The recent shootings in Connecticut, Oregon, and last summer's theater shooting in Colorado, have once again opened the debate on gun control, and sent gun buyers flocking to stores to get ahead of anticipated laws.

"There's so many facets to what happened in Connecticut, but just to pull out one piece of it," says Greg Burge, an Indianapolis gun store owner, "and blame an inanimate object, to me, does the victims no justice."

Bonar, on the other hand, agrees with President Obama that something has to be done about the problem. Bonar owns a weapon similar to that reportedly used by the connectcut shooter.

"This holds 17 rounds," he said, demonstrating the weapon. "All you have to do is drop the clip, and put another clip in, and you have that many more rounds again. He only had to reload one time to kill all these children."

Bonar calls for an outright ban on weapons designed for use by the military, meaning they should not be available to the general public.

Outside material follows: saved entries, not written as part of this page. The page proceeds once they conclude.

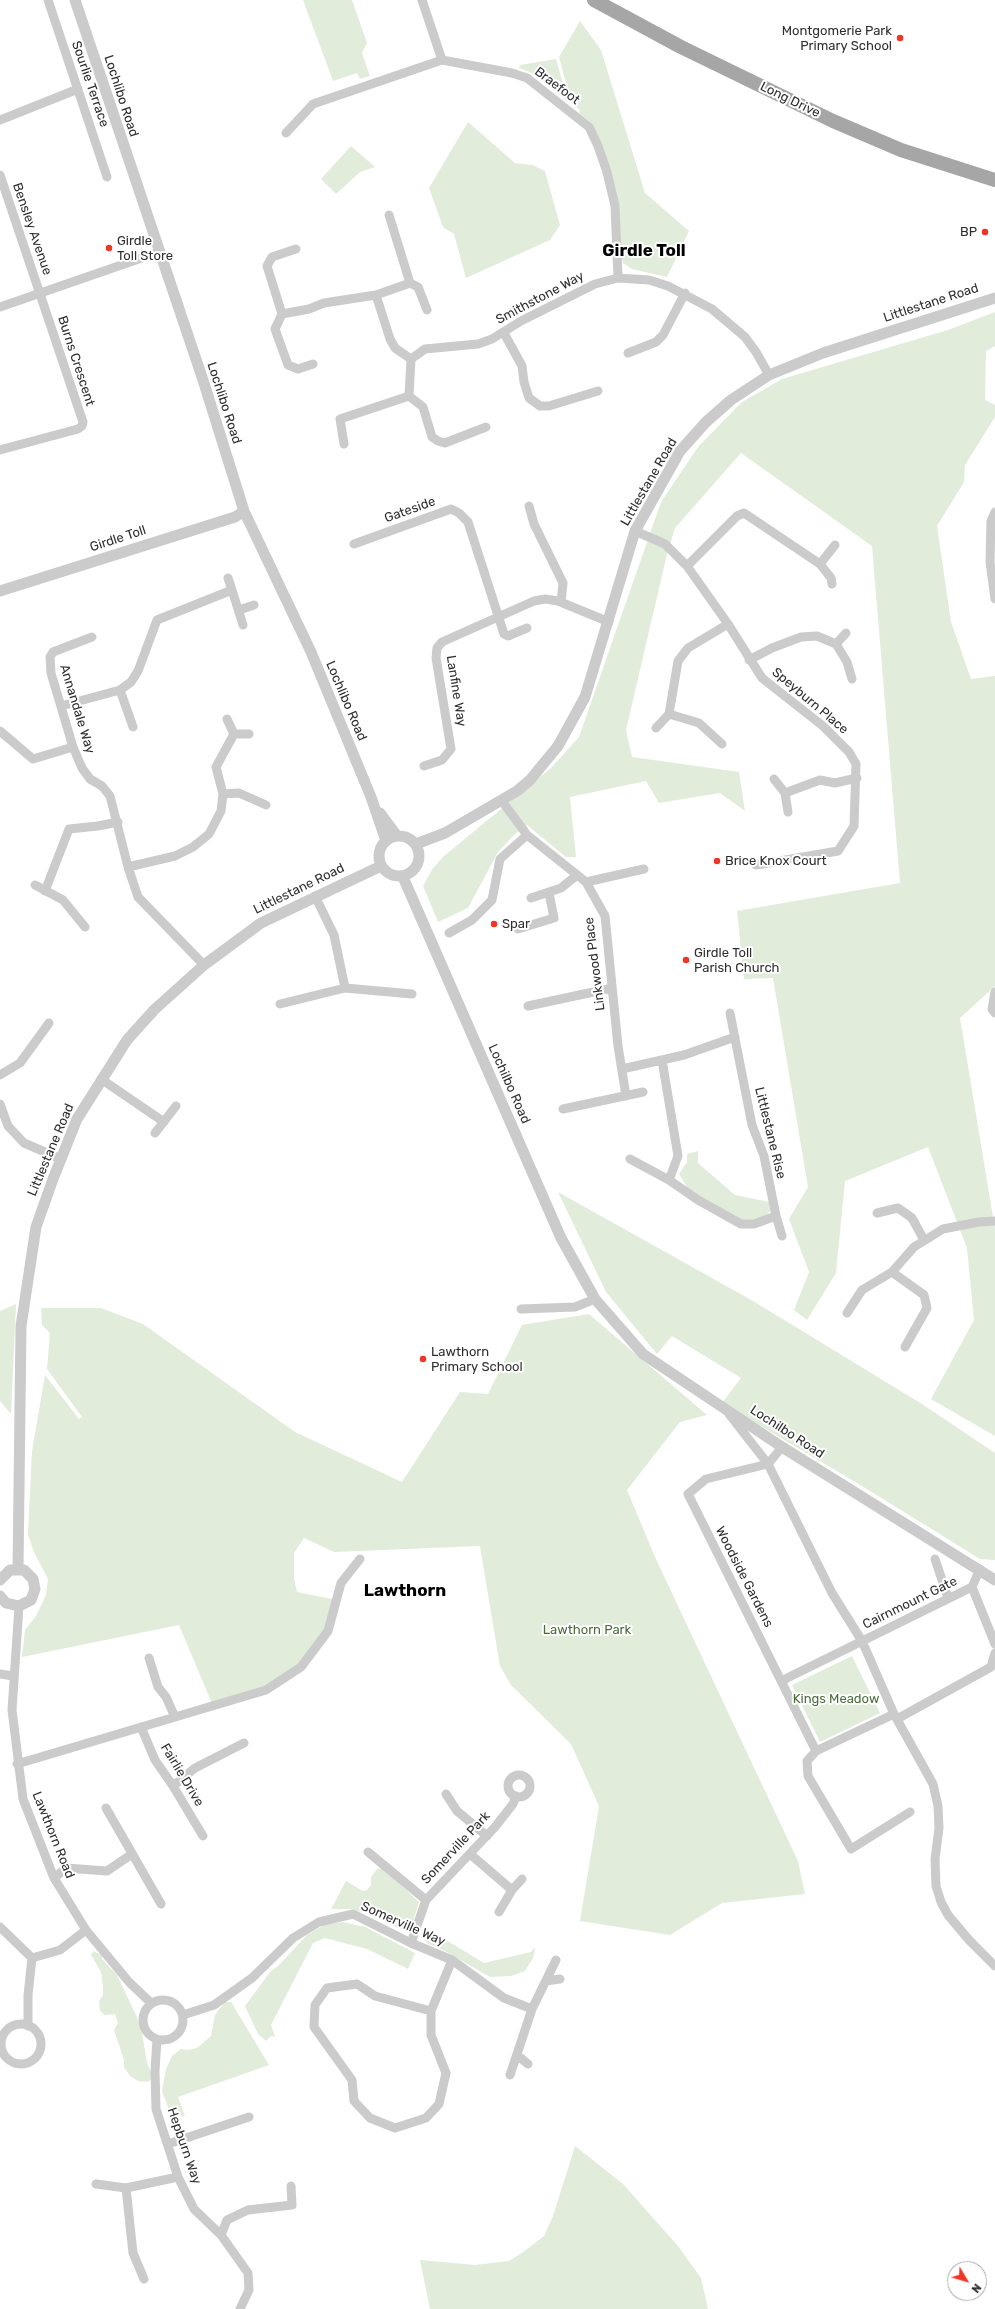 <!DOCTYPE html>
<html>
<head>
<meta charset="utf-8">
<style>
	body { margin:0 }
	#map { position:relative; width:995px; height:2309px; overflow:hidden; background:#fff; font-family:Rubik,sans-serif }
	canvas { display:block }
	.north { position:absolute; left:947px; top:2261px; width:40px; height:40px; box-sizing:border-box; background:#fff; border:1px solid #ababab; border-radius:50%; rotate:128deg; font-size:11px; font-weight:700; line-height:16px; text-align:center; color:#2e2e2e }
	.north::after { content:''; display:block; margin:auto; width:14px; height:18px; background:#ee3526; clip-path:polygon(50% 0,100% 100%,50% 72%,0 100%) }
</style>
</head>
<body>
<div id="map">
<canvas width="995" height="2309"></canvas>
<div class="north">N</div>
</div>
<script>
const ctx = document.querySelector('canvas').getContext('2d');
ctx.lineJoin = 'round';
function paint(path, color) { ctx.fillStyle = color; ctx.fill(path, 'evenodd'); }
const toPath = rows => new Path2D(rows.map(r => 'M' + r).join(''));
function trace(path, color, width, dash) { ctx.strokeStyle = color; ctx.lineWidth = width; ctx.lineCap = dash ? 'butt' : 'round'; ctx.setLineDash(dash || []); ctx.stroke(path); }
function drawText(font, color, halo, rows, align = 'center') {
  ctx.font = font + ' Rubik,sans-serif'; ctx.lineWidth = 4; ctx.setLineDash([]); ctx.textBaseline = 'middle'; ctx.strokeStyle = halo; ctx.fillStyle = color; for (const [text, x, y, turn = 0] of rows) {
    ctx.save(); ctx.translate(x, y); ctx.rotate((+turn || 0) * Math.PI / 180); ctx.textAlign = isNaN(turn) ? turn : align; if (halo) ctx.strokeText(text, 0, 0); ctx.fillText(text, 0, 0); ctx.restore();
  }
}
const green = toPath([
	[303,0,352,0,367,43,362,53,370,76,360,79,357,73,333,81],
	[580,21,601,50,645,193,689,231,667,277,632,269,623,263,620,252,617,201,590,122,579,113,580,110,571,102,559,57],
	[556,59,568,102,535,74,519,68,520,65],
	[468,122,515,163,533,165,545,171,560,225,550,240,466,278,454,234,443,227,429,188],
	[351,146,375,167,360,172,336,194,321,179],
	[995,312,995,346,986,351,985,400,995,405,995,417,965,465,964,482,937,526,951,622,971,679,995,676,995,986,960,1018,995,1229,995,1436,931,1399,974,1320,967,1248,928,1147,845,1181,836,1273,807,1320,794,1310,809,1272,789,1219,808,1187,773,978,744,979,737,911,900,883,872,546,741,453,675,528,667,554,626,730,632,757,739,772,745,811,720,793,659,803,646,781,570,797,576,857,566,857,527,825,514,835,498,852,468,908,438,922,423,886,433,868,444,856,551,768,579,737,661,502,698,447,742,402,782,379,948,330],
	[698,1151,698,1163,735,1195,769,1202,770,1211,766,1216,745,1222,708,1202,688,1189,679,1174,687,1162,687,1154],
	[558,1192,753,1301,922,1404,995,1453,995,1560,980,1559,857,1483,722,1403,741,1378,672,1336,657,1354,606,1292],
	[16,1304,11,1414,0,1401,0,1311],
	[41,1308,101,1308,143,1324,295,1432,402,1482,460,1392,488,1394,522,1325,589,1314,707,1415,680,1422,627,1490,655,1557,798,1861,805,1894,722,1903,670,1935,580,1921,599,1806,571,1744,511,1685,500,1666,480,1546,334,1552,304,1538,294,1553,294,1579,297,1592,337,1600,328,1631,301,1667,266,1690,213,1706,179,1625,22,1657,25,1630,36,1616,46,1595,48,1579,33,1550,28,1534,32,1451,45,1375,79,1419,82,1417,47,1369,50,1333,42,1325],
	[852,1656,880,1713,820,1742,792,1685],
	[383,1868,419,1902,410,1931,405,1931,371,1915,352,1909,331,1909,346,1881,363,1891,367,1890,371,1885,371,1877,377,1869],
	[343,1922,365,1927,415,1953,408,1969,367,1949,325,1938,313,1943,271,2025,275,2037,271,2036,266,2041,258,2034,245,2006,270,1972,278,1966,307,1935,324,1925],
	[426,1928,484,1963,531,1952,534,1948,535,1949,533,1958,525,1971,511,1976,490,1977,445,1951,428,1944,423,1938],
	[93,1951,102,1955,102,1959,117,1975,136,2015,142,2033,147,2063,153,2077,148,2082,138,2081,130,2076,124,2067,124,2060,114,2030,118,2023,115,2014,105,2015,100,2011,99,2001,103,1995,103,1986,101,1972,91,1955],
	[225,2002,231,2002,269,2065,178,2097,185,2116,171,2115,162,2091,166,2069,172,2056,181,2049,188,2050,197,2048,211,2036,215,2015],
	[575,2146,623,2184,678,2246,701,2278,708,2309,430,2309,420,2260,475,2265,509,2261,522,2253,544,2236,553,2216]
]);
const minor = toPath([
	[48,0,107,177],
	[422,0,442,60],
	[0,120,78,89],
	[286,133,313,104,442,60,512,73,527,78,589,127,598,146,607,172,615,206,618,278],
	[0,175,83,422,82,426,78,429,0,450],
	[389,215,410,283],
	[376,295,410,283,418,287,427,310],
	[0,307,159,252],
	[282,314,309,309,324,303,376,295,390,339,395,348,411,359],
	[282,314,267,266,272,257,296,249],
	[282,314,275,329,288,365,298,369,313,364],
	[504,333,522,366,524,382,529,398,540,406,549,406,598,391],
	[628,353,656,342,663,335,685,293],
	[411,359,425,349,478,344,492,339,521,321,595,284,618,278,649,280,668,286,712,309,745,337,756,352,769,375],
	[409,396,423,407,432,437,438,441,445,443,486,427],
	[344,444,340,419,409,396,411,359],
	[529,506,534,524,563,583,561,602],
	[995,512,991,521,990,562,995,599],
	[635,531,665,544,687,566,728,624,762,678,823,726,849,752,856,764,854,826,838,851,756,865],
	[354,544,451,509,459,513,468,522,504,634,508,636,527,628],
	[820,564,835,545],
	[687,566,737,516,744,513,820,564,831,578,832,584],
	[228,578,232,590],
	[239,610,254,605],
	[92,637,53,652,50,657,51,673,73,747,82,768,90,779,102,786,110,796,128,867,138,897,204,965],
	[836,644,846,633],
	[749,660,772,648,801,637,817,636,836,644,847,662,852,679],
	[120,690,133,727],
	[61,706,120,690,131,682,138,671,157,620,232,590,243,625],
	[669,714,699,723,722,744],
	[227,719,234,734],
	[656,728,669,714,678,661,688,648,728,624],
	[0,731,33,759,73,747],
	[424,766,442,760,451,749,436,658,437,648,442,642,534,601,545,599,558,601,609,622],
	[774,779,785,793,788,812],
	[785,793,820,780,835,783,857,778],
	[223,794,239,793,266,805],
	[502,801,527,835,586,882,605,916,618,1046,626,1096],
	[128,867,175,856,193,847,209,834,221,811,223,794,216,767,234,734,249,734],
	[586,882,644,869],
	[35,885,63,900,85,927],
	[45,891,69,829,98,826,118,822],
	[531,898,561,888,577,875],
	[518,929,554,918,549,893],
	[449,933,472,920,492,900,500,859,527,835],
	[345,988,412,994],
	[995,992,992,1009,995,1013],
	[280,1004,345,988,334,935,315,896],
	[528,1006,612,988],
	[730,1013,752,1125,764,1156,776,1216,782,1236],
	[662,1060,678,1156,669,1180],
	[622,1069,684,1055,735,1037],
	[0,1075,20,1063,49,1023],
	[101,1079,164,1122],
	[0,1104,8,1126,24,1143,61,1159],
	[563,1109,643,1092],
	[155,1133,176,1106],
	[630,1159,669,1180,698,1200,741,1224,754,1224,776,1216],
	[877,1213,898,1208,912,1218,924,1240],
	[892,1272,924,1295,927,1308,905,1347],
	[521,1309,575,1307,595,1299],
	[847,1313,862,1290,892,1272,914,1247,943,1229,979,1222,995,1221],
	[729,1414,768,1464,706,1479,688,1494,816,1751],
	[782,1447,768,1464,832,1593,862,1641,894,1714,933,1784,938,1806,939,1828,935,1859,936,1886,941,1902,948,1915,969,1940,995,1966],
	[935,1559,948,1598],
	[972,1587,995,1644],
	[19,1606,12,1710,23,1799,54,1878,86,1930,129,1982,151,2003],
	[149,1658,158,1687,166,1697,175,1717],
	[0,1674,13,1676],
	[781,1681,972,1587,980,1569],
	[894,1714,816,1751,807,1761,808,1776,851,1849,910,1812],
	[897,1719,991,1667,995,1653],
	[141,1727,155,1760,173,1786,203,1836],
	[17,1764,266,1690,301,1667,328,1631,341,1583,360,1559],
	'508 1786a11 11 0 1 1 22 0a11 11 0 1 1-22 0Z',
	[173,1786,195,1768,244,1743],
	[446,1794,457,1811,487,1836],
	[106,1808,161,1904],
	[368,1852,426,1900],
	[470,1854,512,1890],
	[54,1878,66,1868,107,1871,132,1854],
	[499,1912,512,1890,522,1879],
	[0,1927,32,1958,60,1950,86,1930],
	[411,1943,426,1900,495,1827,513,1804,516,1796],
	[546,1981,560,1979],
	'143 2020a20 20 0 1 1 40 0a20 20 0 1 1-40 0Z',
	[431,2011,375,1996,357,1984,327,1988,315,2005,314,2027,352,2080,354,2101,370,2118,395,2128,426,2118,439,2104,446,2073,431,2035,431,2011,452,1960],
	[183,2015,214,2005,252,1978,293,1938,319,1922,353,1914,411,1943,452,1960,504,1998,532,2009],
	'1 2044a20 20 0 1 1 40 0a20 20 0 1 1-40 0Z',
	[28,2026,28,1995,32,1958],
	[157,2039,155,2071,156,2109,178,2177,194,2209,221,2235,248,2273,249,2290,240,2309],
	[517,2055,528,2064],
	[510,2075,532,2009,556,1960],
	[168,2144,249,2117],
	[96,2184,126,2188,178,2177],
	[126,2188,133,2253,144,2279],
	[221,2235,227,2220,248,2210,292,2205,291,2186]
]);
const tertiary = toPath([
	[75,0,203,380,244,511,311,652,371,797,386,841],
	[0,591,235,517,244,511],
	[380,813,397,836],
	'379 856a20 20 0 1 1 40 0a20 20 0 1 1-40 0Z',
	[416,844,445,833,517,791,530,780,558,746,585,697,635,531,680,451,706,422,731,400,769,375,823,353,995,298],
	[403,877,561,1238,595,1299,643,1354,782,1447,995,1580],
	[18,1569,21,1326,36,1227,53,1179,77,1119,127,1040,154,1010,204,965,261,923,381,866],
	[0,1580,10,1570,24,1570,33,1579,35,1589,31,1600,19,1606,6,1603,0,1596]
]);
const primary = toPath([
	[594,0,681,47,833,121,901,150,995,180]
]);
const markers = [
	[900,38,4,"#ee3526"],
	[985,232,4,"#ee3526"],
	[109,248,4,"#ee3526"],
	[717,861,4,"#ee3526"],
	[494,924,4,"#ee3526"],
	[686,960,4,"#ee3526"],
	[423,1359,4,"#ee3526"]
];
const poiNames = [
	["Montgomerie Park",892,31,"right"],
	["Primary School",892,46,"right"],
	["BP",977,232,"right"],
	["Girdle",117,241],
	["Toll Store",117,256],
	["Brice Knox Court",725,861],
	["Spar",502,924],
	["Girdle Toll",694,953],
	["Parish Church",694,968],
	["Lawthorn",431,1352],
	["Primary School",431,1367]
];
const streetNames = [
	["Sourlie Terrace",90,84,71],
	["Braefoot",557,86,37],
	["Lochlibo Road",121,96,72],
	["Long Drive",790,100,26],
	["Bensley Avenue",32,229,71],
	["Smithstone Way",540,298,-28],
	["Littlestane Road",931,303,-18],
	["Burns Crescent",76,361,72],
	["Lochlibo Road",224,403,72],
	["Littlestane Road",649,482,-60],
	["Gateside",410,510,-20],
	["Girdle Toll",118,539,-18],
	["Lanfine Way",456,691,81],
	["Lochlibo Road",346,701,67],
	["Speyburn Place",810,701,40],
	["Annandale Way",77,709,73],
	["Littlestane Road",299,889,-26],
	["Linkwood Place",595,964,-97],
	["Lochilbo Road",509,1084,66],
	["Littlestane Rise",770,1133,76],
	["Littlestane Road",51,1150,-67],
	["Lochilbo Road",787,1432,33],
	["Woodside Gardens",744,1577,63],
	["Cairnmount Gate",910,1603,-26],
	["Fairlie Drive",182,1775,59],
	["Lawthorn Road",53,1835,68],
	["Somerville Park",456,1848,-47],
	["Somerville Way",403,1924,24],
	["Hepburn Way",184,2146,71]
];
const parkNames = [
	["Lawthorn Park",587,1630],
	["Kings Meadow",836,1699]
];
const districtNames = [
	["Girdle Toll",644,251],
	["Lawthorn",405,1591]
];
paint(green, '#e1ecda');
trace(minor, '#cbcbcb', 9);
trace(tertiary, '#cbcbcb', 11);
trace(primary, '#a6a6a6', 14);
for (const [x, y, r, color] of markers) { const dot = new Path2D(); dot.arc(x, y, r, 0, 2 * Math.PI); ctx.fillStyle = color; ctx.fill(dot); trace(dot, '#fff', 1.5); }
drawText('13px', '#2e2e2e', '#fff', poiNames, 'left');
drawText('13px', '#2e2e2e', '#fff', streetNames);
drawText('13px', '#496c39', '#fff', parkNames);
drawText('bold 17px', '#000', '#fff', districtNames);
</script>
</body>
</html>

Meanwhile, U.S. Sen. Joe Manchin, an avid hunter, says there needs to be an open discussion on gun restrictions.

Manchin was on MSNBC's "Morning Joe" discussing last Friday's shootings.

Later, in a conference call, he says that doesn't mean he's changed his stand on gun ownership.

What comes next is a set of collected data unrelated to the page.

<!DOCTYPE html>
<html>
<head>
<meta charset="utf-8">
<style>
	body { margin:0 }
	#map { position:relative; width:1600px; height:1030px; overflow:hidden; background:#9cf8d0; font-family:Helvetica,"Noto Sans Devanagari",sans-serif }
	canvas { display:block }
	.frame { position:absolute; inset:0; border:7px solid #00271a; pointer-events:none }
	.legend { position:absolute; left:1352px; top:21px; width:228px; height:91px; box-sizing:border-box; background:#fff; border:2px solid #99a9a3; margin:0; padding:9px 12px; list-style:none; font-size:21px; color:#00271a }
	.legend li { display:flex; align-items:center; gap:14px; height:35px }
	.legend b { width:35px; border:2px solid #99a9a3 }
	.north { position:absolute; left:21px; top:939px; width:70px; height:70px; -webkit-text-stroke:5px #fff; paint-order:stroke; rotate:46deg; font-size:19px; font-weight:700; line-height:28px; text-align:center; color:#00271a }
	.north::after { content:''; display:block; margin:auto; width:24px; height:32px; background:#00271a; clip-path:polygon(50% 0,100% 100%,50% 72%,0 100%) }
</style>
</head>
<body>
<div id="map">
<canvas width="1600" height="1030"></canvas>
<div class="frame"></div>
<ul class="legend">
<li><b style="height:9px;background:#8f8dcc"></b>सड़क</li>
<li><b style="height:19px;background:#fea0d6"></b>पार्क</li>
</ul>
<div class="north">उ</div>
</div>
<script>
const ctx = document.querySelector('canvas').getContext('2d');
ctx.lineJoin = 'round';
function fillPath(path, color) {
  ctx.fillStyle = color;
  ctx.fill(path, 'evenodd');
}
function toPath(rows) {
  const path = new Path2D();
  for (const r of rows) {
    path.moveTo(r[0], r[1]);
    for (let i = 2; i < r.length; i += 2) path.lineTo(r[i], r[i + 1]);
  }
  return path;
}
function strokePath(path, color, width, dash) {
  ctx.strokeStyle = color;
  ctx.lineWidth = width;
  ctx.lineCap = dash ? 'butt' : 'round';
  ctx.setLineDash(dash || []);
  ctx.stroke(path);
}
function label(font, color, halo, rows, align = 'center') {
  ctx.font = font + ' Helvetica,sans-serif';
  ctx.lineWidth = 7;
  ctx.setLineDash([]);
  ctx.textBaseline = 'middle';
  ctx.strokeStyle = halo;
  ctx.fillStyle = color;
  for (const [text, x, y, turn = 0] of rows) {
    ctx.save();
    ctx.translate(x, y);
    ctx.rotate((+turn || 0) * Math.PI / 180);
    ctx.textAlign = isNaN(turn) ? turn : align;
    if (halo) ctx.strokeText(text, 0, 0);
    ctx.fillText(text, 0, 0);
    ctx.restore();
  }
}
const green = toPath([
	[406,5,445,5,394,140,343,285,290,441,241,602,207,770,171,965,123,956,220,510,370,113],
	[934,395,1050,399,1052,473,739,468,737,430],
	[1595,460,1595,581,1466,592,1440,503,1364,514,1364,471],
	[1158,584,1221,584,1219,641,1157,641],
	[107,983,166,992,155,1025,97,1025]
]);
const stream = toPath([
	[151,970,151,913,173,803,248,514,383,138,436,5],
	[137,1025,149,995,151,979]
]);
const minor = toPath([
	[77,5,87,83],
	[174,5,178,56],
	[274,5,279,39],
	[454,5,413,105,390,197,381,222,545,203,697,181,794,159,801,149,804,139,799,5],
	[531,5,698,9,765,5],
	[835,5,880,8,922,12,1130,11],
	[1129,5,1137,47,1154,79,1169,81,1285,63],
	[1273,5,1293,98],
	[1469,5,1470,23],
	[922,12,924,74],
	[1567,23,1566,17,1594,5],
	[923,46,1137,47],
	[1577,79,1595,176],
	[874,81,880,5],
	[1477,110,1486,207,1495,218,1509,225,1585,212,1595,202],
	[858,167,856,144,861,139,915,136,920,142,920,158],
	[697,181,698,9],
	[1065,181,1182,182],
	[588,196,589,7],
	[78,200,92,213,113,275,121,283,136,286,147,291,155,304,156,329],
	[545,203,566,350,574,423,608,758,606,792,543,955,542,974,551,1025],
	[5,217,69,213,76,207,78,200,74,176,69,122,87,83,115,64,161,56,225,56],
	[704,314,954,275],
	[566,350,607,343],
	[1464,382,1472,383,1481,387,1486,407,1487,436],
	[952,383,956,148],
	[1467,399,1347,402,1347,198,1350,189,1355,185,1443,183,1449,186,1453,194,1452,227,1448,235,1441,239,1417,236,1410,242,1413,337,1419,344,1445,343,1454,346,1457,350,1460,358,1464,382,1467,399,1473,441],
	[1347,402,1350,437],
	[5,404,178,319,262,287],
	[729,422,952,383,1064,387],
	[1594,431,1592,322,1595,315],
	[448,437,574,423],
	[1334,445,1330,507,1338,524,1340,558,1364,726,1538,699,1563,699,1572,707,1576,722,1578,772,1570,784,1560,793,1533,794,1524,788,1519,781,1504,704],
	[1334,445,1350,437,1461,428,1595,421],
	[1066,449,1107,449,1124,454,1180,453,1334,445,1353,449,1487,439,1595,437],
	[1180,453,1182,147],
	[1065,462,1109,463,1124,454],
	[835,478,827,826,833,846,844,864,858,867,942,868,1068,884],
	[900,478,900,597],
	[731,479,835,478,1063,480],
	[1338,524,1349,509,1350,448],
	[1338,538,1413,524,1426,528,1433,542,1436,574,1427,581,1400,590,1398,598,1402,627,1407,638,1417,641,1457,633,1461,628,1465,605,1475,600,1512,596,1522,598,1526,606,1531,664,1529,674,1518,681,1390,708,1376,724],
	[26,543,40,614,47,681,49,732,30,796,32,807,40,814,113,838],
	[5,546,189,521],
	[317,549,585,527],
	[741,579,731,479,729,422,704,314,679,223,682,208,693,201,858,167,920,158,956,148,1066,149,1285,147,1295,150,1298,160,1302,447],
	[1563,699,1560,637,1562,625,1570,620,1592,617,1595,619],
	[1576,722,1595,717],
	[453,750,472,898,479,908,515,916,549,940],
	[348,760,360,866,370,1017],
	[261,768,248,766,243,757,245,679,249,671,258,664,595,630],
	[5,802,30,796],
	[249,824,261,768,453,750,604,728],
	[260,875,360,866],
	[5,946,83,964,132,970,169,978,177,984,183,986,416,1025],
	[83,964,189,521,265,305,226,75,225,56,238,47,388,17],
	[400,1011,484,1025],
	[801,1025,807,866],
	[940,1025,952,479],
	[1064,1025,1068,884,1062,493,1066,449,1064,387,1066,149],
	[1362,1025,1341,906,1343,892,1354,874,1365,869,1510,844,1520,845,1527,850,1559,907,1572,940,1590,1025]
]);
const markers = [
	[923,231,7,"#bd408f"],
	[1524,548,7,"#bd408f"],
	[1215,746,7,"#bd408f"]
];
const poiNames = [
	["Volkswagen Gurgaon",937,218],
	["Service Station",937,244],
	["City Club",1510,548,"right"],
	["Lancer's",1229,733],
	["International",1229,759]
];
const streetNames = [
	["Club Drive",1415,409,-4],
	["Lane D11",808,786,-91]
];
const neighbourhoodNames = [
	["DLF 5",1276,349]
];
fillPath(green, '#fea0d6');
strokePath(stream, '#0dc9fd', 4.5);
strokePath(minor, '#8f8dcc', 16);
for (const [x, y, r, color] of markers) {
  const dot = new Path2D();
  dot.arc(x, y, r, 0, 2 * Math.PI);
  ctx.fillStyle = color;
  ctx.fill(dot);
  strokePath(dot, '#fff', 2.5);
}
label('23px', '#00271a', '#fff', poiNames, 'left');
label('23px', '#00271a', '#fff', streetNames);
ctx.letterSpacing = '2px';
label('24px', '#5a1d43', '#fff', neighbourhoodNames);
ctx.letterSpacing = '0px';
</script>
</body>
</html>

"You had 20 children, first and second graders, slaughtered in the school. And you've heard me talk about the five promises we should keep to children in the school; the second is every child should have a safe place. Sometimes, it's not the home; sometimes it's the school, more often than not. And now, that's not even safe."

Manchin says there also needs to be discussion about mental health, and ensuring programs to help the mentally ill are properly funded.

Manchin's West Virginia colleague, Jay Rockefeller, agrees.

“Despite the federal mental health parity law passed in 2008, which is in place to end insurance company discrimination against those seeking treatment for mental health, there is an incredible shortage of mental health providers across the country – including West Virginia," Rockefeller said in a statement released late Monday afternoon. "This is yet another area where action is necessary."

A ten-year old ban on assault weapons, approved during the Clinton administration, was allowed to expire in 2004. Rockefeller, like Manchin, a Democrat, voted for the ban.